Packaged middlewares
Section titled “Packaged middlewares”You don’t have to write these yourself. The first-party packages each export one or more middlewares:
@triggery/devtools-redux— pipes every fire / skip / action through the Redux DevTools extension. Drop intomiddleware: [...]and open the Redux panel; no other wiring.@triggery/devtools-bridge— postMessage bridge to the standalone Triggery panel.@triggery/socket— bridges trigger fires acrossBroadcastChannel/ WebSocket; useful for multi-tab orchestration.

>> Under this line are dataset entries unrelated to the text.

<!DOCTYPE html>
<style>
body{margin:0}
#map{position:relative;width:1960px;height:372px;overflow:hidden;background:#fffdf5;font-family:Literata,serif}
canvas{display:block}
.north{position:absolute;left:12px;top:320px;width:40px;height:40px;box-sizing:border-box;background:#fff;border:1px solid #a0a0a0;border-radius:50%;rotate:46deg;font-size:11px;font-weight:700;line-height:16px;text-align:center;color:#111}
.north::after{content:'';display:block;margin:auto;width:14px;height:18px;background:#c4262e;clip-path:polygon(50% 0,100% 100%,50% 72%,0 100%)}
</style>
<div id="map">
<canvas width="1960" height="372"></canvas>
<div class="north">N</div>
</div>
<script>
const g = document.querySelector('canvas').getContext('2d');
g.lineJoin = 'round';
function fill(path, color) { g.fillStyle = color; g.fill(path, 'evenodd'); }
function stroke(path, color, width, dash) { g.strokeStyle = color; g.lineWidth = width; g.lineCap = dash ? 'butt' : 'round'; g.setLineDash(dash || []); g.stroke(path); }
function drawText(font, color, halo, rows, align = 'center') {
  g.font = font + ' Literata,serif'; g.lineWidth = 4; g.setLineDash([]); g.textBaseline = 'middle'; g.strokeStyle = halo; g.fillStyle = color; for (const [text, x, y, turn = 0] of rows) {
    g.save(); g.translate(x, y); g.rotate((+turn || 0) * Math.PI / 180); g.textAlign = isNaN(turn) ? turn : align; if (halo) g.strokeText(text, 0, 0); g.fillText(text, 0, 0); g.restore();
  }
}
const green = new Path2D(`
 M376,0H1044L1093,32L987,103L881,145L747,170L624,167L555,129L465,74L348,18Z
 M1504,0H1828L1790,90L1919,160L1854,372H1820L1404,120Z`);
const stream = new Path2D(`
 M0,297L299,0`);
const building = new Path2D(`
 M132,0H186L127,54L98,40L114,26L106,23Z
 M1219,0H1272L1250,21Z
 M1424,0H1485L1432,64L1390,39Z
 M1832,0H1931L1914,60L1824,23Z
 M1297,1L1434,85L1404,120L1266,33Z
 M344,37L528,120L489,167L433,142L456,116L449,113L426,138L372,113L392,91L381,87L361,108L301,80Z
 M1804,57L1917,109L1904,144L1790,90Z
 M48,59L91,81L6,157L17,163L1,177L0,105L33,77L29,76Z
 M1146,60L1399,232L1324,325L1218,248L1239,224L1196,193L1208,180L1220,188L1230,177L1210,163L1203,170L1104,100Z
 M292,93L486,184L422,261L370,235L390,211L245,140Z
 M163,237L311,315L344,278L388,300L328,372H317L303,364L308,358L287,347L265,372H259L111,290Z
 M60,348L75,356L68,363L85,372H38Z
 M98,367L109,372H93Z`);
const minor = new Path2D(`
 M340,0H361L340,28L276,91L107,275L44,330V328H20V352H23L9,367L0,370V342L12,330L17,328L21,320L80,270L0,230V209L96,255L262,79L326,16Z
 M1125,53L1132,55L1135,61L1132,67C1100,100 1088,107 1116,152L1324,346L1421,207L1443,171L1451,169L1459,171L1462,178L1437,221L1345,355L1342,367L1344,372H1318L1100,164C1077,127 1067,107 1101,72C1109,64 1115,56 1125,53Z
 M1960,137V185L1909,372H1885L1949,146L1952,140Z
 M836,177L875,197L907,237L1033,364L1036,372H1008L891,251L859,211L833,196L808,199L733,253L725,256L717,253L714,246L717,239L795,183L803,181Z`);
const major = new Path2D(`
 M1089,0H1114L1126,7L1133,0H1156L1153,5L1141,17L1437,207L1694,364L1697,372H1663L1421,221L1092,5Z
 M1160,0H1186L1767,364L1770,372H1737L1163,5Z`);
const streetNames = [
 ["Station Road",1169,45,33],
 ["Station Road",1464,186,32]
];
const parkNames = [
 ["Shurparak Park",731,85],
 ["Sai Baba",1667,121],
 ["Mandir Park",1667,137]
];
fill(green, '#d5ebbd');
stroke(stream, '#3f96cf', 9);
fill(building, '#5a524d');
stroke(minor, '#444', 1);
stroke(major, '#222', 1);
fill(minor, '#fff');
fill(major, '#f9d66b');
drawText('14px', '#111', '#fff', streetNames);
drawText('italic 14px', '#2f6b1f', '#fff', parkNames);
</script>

These compose. A typical dev-time stack is cascadeLogger, perfTiming, @triggery/devtools-redux. A typical prod stack is empty, or just sentryReporter.
Reviewer checklist
Section titled “Reviewer checklist”- Every middleware has a unique
name. (The runtime doesn’t enforce it, but devtools and logs get confusing fast if two are called'logger'.) - Hooks are synchronous and fast. Async work inside a hook does not delay dispatch, but it can leak unhandled rejections — wrap inside.
- No middleware mutates
ctx. If you need a derived shape, build it locally. -
onFire’s{ cancel: true }is only used when you can articulate why the fire should be invisible to every trigger. For per-trigger gating, declare arequiredcondition instead. - The middleware order in
createRuntimematches the desired log / cancel order.